The two Wisconsin teenage girls who have been charged in the infamous "Slender Man" stabbing attack on a classmate will be tried as adults, a state appeals court ruled on Wednesday 27 July 2016.
Anissa Weier and Morgan Geyser, who were 12 at the time of the attack, were arrested after their classmate was stabbed 19 times in the 2014 attack in a town near Milwaukee. The victim managed to crawl away for help and survived the attack.
Investigators said the attackers had spent months planning to lure the classmate, also 12 years old, into nearby woods during a sleepover to carry out the stabbing to please the online fictional horror character Slender Man.
When police found the girls near the attack site the same day, they told investigators they planned to walk 300 miles to the Nicolet National Forest, where they hoped to live as Slender Man's servants in his mansion.
The girls have been charged with attempted first-degree intentional homicide. If convicted as adults they could each go to prison for up to 60 years. As juveniles, they could be sentenced for only up to three years.
Anyone at least 10 years old facing the same charges are automatically considered an adult under Wisconsin law. But defence lawyers argued that the Slender Man case belongs in juvenile court because the teens suffer from mental illness and won't get the treatment they need in an adult prison.

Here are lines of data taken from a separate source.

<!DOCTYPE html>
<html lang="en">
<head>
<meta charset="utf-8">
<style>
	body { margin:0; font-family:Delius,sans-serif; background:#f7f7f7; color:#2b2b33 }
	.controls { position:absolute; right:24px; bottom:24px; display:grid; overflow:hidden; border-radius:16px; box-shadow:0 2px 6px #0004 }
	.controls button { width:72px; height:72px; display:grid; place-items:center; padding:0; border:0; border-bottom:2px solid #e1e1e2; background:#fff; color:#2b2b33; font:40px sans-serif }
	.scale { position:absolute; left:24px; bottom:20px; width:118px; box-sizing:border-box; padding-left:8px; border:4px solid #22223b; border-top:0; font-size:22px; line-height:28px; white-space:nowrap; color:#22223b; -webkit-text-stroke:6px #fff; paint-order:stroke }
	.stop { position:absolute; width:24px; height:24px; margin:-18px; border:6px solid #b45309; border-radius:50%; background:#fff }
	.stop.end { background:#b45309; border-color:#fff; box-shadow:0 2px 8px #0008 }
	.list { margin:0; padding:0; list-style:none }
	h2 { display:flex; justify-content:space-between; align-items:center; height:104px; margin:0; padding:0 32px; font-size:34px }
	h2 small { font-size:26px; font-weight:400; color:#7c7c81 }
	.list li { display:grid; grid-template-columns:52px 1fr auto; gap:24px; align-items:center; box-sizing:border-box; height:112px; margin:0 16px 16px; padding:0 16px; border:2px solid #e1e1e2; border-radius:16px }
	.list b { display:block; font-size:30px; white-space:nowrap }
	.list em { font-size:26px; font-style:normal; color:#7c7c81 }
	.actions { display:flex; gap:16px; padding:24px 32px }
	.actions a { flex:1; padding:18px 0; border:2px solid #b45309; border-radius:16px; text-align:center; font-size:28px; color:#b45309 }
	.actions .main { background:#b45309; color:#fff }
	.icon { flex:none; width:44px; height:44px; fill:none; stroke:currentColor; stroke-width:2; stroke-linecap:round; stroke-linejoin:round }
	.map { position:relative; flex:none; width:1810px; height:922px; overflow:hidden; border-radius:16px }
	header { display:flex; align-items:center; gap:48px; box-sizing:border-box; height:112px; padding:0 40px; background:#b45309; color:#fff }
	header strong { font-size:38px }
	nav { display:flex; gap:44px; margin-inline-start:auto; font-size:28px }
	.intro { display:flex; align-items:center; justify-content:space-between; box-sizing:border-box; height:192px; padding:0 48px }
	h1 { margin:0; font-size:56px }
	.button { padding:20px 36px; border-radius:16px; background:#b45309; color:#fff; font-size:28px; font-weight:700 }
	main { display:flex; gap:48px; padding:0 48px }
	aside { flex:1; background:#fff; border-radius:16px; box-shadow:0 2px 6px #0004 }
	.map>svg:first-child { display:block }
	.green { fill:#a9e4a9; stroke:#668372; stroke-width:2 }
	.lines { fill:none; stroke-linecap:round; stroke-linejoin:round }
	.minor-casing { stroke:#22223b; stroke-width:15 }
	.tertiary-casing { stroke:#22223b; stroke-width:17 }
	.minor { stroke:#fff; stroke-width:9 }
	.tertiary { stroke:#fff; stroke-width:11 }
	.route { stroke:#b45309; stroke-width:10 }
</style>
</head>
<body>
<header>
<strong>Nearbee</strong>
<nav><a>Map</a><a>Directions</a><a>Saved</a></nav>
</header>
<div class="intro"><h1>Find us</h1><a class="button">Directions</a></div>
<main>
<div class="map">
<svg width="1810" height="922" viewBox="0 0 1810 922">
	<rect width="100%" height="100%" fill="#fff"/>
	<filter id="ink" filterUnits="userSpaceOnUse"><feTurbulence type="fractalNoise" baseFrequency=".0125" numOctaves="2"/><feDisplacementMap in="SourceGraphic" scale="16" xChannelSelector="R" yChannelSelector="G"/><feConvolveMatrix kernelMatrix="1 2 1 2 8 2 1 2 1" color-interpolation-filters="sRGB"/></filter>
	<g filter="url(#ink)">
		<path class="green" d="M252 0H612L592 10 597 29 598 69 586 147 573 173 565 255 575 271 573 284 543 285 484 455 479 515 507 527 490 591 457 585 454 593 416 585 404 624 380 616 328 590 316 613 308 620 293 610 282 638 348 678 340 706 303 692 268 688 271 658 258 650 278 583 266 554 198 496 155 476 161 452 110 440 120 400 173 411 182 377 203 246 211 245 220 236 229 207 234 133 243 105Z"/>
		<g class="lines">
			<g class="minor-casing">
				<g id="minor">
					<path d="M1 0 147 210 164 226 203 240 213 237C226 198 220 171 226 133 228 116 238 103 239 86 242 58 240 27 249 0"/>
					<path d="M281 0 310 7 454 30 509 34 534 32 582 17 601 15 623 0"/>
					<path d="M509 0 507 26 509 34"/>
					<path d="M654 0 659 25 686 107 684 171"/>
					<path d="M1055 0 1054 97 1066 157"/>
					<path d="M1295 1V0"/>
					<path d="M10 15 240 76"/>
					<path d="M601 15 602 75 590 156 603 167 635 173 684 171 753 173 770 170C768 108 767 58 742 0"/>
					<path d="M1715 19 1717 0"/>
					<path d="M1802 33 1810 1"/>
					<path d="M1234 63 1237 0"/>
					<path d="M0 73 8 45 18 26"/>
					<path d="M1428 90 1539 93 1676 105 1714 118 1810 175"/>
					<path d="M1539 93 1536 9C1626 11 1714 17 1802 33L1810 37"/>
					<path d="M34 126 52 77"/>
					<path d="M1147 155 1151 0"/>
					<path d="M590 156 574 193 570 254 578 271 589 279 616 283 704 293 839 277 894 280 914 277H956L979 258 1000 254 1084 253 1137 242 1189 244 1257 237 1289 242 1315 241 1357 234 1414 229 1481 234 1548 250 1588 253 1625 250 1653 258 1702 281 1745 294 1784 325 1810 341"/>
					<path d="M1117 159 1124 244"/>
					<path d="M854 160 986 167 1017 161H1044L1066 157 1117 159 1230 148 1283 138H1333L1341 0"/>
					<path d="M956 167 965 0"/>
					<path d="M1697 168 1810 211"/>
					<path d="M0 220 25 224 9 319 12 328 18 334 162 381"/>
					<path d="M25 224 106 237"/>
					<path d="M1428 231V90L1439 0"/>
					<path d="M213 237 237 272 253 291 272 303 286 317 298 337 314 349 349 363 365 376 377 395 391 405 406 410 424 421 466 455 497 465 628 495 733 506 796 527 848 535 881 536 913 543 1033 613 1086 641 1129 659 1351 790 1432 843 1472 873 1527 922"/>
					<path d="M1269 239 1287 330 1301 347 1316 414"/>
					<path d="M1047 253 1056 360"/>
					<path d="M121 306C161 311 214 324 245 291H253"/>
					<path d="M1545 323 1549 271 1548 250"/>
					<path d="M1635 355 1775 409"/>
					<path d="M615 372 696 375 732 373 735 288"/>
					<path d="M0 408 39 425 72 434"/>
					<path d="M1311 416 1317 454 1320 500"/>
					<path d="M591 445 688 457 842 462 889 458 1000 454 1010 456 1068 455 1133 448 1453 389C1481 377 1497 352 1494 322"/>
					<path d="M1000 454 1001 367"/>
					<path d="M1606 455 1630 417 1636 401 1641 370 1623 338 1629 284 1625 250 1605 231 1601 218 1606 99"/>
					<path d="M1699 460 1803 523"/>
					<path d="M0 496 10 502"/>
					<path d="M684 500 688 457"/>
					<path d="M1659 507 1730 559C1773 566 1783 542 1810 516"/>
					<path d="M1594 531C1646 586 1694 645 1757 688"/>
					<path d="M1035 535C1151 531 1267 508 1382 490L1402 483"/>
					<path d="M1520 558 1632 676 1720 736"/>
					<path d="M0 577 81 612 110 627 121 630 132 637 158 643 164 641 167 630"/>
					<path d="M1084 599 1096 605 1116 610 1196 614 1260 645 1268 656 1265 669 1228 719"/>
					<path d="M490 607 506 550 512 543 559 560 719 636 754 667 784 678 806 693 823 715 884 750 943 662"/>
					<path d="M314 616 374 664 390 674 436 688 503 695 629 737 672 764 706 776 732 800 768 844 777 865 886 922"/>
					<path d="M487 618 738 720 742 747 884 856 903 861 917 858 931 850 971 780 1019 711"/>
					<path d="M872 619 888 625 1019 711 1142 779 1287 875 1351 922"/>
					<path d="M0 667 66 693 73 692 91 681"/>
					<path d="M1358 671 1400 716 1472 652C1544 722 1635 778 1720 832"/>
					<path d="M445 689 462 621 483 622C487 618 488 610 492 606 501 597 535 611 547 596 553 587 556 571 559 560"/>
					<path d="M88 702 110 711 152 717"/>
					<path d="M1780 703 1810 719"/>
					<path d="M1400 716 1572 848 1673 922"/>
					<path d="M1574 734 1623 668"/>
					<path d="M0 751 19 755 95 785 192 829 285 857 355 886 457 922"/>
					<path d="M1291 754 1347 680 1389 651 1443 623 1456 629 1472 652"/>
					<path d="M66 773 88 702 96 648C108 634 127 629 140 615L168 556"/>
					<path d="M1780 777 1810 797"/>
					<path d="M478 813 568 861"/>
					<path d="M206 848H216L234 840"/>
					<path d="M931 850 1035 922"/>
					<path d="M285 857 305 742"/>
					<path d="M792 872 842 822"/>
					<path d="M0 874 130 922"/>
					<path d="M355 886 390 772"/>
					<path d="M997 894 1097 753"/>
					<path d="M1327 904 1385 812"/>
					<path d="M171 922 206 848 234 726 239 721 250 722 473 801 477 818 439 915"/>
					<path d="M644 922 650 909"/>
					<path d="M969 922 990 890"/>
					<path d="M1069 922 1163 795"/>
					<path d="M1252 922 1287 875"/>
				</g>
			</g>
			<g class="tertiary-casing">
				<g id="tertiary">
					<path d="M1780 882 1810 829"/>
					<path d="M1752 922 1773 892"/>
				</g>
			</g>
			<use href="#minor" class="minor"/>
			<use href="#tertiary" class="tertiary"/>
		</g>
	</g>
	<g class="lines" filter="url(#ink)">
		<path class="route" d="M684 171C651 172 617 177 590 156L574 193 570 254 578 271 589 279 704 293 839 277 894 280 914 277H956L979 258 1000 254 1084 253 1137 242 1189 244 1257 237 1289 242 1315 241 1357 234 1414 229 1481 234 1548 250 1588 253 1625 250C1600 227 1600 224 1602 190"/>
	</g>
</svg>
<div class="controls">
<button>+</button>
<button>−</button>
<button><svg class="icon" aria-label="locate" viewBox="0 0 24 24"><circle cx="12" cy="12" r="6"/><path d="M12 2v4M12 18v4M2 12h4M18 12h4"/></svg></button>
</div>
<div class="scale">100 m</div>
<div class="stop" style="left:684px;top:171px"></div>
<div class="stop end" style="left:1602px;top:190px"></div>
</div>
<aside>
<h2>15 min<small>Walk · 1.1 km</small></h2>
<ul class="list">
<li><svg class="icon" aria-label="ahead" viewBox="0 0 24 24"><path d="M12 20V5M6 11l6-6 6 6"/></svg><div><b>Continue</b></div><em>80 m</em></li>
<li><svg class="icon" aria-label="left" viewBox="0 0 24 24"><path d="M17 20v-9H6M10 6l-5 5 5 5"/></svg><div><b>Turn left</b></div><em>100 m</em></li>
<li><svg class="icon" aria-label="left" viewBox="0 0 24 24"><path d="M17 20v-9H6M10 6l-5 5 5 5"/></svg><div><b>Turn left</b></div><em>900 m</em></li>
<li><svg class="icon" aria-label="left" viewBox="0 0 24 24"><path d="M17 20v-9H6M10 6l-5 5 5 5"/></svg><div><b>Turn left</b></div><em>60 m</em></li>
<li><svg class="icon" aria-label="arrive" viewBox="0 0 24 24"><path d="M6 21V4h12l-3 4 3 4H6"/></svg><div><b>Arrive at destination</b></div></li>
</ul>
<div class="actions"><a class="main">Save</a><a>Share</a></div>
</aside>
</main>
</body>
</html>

Geyser suffers from schizophrenia, testified an expert, who also said that the teen has reported hearing voices from a person named Maggie and having visits from characters from the Harry Potter stories, including Voldemort and Snape, according to the court documents.
The 2nd District Appeals Court reaffirmed a lower court's ruling that it was reasonable to try the girls as adults. The appeals court noted a conviction in the juvenile system would mean they'd be released at age 18 with no supervision or mental health treatment, according to the court ruling.
It also pointed out that the evidence showed the crime was not accidental or impulsive, but planned out and extremely violent.
"This was in fact not a happenstance that just didn't work out, they would have killed [the victim] had they had more time had they thought about it," stated the ruling by the lower court.
The girls' lawyers can still appeal the ruling to the state's top court, though it's not yet clear if they will do so.